Hey, Sweet Things! Let’s get together live again! Want to?? I have a window of opportunity this coming Wednesday, February 1st at 10:30 AM Central Standard Time for half an hour. Would that work for any of you? I know many more would be available if we’d do the livestreams in the evenings and I hope to schedule some of them accordingly but our little studio and set up for streaming is here on campus at LPM. Since these tapings require a substantial amount of staff on hand, I hate to ask them to work after hours. As it is, they work every Tuesday night this time of year. I so appreciate your patience until we can schedule one after work hours. Until then, those of you who are pretty certain you’ll be able to tune in, consider doing something that might make our time together richer. In a comment to this post, please very succinctly (so that I can read many of them!) tell me ONE of your biggest cares or concerns right now. The devotional we’ll share has to do with that theme – unless God changes the direction – and I’d love to work in some of your own examples. Please, JUST ONE and within a few sentences please. Oh, man, I don’t ever want to play “tick tock, the game’s locked” but it would work most effectively if only the ones who plan to participate in the livestream leave comments to this particular post. If you’re unable to attend, please refrain from writing a reply BUT here’s how you can participate: let these comments morph into prayer requests and pray for some of your Siestas in their areas of greatest concern!

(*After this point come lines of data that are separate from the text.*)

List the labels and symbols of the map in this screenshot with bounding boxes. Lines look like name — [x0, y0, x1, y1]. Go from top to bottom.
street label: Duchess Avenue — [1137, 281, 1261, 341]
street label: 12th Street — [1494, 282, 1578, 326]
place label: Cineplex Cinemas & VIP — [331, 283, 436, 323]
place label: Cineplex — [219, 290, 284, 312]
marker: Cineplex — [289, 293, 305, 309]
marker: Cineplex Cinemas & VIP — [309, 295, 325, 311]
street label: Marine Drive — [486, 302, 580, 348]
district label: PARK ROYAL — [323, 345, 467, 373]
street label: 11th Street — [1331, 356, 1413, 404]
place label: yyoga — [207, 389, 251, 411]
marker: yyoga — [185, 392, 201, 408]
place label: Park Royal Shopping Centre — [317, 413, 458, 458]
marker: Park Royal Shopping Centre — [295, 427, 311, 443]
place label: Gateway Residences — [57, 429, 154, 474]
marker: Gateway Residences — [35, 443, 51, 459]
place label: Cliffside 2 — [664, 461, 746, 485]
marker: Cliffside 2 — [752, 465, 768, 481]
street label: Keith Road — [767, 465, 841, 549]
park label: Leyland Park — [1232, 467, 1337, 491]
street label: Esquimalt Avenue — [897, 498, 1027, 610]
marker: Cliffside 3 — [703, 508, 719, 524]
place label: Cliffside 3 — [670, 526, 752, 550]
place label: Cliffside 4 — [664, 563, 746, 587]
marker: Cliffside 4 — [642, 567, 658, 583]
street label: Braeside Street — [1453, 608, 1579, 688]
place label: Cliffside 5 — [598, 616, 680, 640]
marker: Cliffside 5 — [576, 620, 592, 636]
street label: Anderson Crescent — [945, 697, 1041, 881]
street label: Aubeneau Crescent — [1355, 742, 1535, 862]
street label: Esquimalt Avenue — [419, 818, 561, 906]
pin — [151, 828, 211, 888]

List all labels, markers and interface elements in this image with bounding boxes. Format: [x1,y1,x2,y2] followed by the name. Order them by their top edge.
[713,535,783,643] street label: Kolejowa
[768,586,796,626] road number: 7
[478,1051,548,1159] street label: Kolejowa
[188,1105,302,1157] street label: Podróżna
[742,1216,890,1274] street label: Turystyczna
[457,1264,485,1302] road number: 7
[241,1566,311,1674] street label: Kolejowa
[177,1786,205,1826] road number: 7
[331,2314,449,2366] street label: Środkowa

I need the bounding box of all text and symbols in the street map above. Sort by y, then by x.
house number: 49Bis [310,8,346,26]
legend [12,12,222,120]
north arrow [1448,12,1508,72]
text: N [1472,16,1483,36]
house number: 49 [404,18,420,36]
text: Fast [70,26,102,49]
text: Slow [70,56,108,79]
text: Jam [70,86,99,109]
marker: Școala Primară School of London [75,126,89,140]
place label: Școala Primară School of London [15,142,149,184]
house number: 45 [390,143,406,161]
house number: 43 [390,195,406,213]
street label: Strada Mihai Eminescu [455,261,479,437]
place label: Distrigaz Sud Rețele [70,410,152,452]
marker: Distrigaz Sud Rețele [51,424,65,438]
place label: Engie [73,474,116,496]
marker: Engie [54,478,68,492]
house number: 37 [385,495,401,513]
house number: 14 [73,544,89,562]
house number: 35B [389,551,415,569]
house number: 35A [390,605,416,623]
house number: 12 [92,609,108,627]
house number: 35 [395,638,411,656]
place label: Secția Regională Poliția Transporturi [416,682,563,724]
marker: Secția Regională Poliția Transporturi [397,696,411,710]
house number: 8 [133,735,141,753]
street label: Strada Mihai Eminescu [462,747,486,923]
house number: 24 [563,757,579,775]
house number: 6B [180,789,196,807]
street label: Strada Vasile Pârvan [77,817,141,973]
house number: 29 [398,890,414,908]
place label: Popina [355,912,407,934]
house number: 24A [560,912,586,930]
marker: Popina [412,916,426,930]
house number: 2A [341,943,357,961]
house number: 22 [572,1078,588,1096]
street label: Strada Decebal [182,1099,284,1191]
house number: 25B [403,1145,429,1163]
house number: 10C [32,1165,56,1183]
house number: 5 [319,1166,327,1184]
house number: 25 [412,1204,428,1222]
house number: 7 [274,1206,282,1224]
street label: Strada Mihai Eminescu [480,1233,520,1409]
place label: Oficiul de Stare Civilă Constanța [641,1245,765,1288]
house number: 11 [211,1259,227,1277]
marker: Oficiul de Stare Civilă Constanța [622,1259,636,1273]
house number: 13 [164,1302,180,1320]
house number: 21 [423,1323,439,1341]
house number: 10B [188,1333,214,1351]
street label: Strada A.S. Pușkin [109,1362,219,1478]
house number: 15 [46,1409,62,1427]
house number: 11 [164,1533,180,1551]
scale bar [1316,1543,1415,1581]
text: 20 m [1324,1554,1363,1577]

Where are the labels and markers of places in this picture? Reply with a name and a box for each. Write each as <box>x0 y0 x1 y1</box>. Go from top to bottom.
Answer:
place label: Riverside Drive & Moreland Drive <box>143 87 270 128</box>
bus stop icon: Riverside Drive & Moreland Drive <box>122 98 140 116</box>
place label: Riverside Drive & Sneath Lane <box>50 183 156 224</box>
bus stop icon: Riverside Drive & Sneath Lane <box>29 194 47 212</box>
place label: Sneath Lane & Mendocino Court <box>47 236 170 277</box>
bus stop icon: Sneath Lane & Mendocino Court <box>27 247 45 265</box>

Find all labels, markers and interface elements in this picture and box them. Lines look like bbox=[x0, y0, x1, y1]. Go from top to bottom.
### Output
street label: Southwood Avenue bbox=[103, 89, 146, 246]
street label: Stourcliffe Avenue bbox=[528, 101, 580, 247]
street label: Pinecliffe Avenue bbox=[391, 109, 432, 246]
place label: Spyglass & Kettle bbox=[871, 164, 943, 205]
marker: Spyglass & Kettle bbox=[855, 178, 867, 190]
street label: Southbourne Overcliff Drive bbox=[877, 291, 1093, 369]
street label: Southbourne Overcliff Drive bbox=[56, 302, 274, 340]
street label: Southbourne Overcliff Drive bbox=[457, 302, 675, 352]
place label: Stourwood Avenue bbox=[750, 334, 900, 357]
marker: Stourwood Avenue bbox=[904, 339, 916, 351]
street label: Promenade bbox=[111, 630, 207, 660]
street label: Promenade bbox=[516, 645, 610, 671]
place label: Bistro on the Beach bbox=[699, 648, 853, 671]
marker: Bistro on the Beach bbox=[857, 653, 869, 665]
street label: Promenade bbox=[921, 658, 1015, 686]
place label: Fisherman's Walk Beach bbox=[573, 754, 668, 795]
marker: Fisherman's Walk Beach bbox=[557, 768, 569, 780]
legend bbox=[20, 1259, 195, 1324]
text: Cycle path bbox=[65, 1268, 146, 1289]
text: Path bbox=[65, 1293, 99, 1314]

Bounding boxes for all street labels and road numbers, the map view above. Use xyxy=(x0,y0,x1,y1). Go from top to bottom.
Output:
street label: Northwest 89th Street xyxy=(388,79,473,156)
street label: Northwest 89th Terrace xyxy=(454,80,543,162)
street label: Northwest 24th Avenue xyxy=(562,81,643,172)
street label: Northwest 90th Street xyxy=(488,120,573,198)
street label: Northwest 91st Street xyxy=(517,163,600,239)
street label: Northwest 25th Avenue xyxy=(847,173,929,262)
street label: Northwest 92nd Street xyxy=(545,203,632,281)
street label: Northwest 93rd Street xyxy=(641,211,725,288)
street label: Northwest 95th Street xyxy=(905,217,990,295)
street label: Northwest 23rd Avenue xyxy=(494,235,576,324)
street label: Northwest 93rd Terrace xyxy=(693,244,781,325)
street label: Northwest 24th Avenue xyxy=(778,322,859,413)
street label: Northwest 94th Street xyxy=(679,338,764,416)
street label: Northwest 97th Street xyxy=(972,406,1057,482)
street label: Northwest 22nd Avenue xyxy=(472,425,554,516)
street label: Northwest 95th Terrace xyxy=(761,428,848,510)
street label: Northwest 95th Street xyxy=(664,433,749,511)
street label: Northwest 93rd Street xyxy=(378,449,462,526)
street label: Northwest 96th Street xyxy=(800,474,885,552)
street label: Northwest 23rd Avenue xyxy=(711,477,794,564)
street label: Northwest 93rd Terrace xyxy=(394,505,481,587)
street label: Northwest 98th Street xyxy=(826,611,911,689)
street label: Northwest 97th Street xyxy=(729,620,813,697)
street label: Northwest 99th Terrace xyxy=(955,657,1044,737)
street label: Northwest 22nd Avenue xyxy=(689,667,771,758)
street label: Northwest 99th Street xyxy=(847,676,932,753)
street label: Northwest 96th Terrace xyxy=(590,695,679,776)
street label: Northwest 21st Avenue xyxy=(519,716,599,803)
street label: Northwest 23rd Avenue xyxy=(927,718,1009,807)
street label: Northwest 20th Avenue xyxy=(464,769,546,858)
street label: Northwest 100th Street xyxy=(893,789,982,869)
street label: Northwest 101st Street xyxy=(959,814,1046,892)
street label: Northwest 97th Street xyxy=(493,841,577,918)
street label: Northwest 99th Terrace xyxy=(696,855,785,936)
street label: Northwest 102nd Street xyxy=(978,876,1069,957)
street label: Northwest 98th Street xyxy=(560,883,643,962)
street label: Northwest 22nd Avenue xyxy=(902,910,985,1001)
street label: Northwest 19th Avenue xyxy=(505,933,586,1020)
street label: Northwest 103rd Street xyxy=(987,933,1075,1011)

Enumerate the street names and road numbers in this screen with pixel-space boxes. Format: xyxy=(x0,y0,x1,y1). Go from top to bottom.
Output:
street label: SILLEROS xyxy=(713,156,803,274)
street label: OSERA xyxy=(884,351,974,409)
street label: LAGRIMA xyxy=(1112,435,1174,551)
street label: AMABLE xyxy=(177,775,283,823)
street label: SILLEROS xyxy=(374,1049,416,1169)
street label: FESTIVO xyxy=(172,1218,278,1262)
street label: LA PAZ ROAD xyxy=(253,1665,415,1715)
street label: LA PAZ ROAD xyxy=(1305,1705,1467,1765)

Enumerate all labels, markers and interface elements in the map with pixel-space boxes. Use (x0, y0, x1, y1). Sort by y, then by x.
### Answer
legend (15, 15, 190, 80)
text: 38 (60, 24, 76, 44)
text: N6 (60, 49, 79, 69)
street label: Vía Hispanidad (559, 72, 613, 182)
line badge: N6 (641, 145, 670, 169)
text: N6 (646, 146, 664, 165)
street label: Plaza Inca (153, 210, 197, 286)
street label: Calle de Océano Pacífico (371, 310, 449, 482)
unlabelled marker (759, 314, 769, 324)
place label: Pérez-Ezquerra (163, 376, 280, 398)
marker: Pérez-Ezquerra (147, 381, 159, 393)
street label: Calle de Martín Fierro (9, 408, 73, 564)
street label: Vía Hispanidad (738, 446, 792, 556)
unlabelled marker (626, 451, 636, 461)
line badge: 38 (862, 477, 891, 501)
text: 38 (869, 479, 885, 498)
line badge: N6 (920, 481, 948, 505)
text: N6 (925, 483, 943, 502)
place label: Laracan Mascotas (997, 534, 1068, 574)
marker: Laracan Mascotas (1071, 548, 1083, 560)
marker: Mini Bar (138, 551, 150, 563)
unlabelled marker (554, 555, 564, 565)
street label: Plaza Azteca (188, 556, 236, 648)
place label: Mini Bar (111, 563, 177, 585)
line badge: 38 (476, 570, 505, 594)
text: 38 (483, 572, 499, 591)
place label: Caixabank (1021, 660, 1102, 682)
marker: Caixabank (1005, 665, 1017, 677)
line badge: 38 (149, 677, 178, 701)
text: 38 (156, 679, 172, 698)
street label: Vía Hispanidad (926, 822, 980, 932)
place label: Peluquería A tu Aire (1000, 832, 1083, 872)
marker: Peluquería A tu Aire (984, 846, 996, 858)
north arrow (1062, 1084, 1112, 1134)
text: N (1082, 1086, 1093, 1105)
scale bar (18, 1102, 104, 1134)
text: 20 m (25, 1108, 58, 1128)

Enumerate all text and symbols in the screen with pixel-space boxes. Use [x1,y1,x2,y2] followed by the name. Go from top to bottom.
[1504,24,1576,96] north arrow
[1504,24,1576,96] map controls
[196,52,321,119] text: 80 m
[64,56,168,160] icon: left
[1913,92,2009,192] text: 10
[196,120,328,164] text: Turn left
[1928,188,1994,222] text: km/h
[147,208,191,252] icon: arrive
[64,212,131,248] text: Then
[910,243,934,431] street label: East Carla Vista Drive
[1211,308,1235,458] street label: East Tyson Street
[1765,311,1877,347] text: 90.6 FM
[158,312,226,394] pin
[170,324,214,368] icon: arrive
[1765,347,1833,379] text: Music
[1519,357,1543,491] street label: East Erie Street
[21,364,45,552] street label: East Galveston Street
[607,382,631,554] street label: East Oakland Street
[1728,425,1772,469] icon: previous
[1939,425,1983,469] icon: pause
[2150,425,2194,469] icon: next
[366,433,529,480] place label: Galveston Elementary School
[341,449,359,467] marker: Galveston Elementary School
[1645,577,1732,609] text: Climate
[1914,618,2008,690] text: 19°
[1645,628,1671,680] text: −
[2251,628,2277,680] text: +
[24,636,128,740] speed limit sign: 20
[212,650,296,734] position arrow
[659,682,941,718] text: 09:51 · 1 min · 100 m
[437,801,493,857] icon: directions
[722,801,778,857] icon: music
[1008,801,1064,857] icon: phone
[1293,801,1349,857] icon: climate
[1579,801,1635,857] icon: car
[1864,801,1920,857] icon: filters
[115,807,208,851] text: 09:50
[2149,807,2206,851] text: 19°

Since I’m posting this after closing and our hard-working Lindsee has already gone home for the day, don’t look for these comments to get moderated and published until well into the morning tomorrow (Tuesday). Thank you so much for contributing!

I hope to “see” many of you Wednesday at 10:30! Oh, and by the way, this one is open to any woman and not just our community so you’re welcome to get word out. As I promised, I’ll let you know when a gathering is really just intended for our active blog community.

You are huge to me.

May Jesus be blatant to you this week! He loves you so.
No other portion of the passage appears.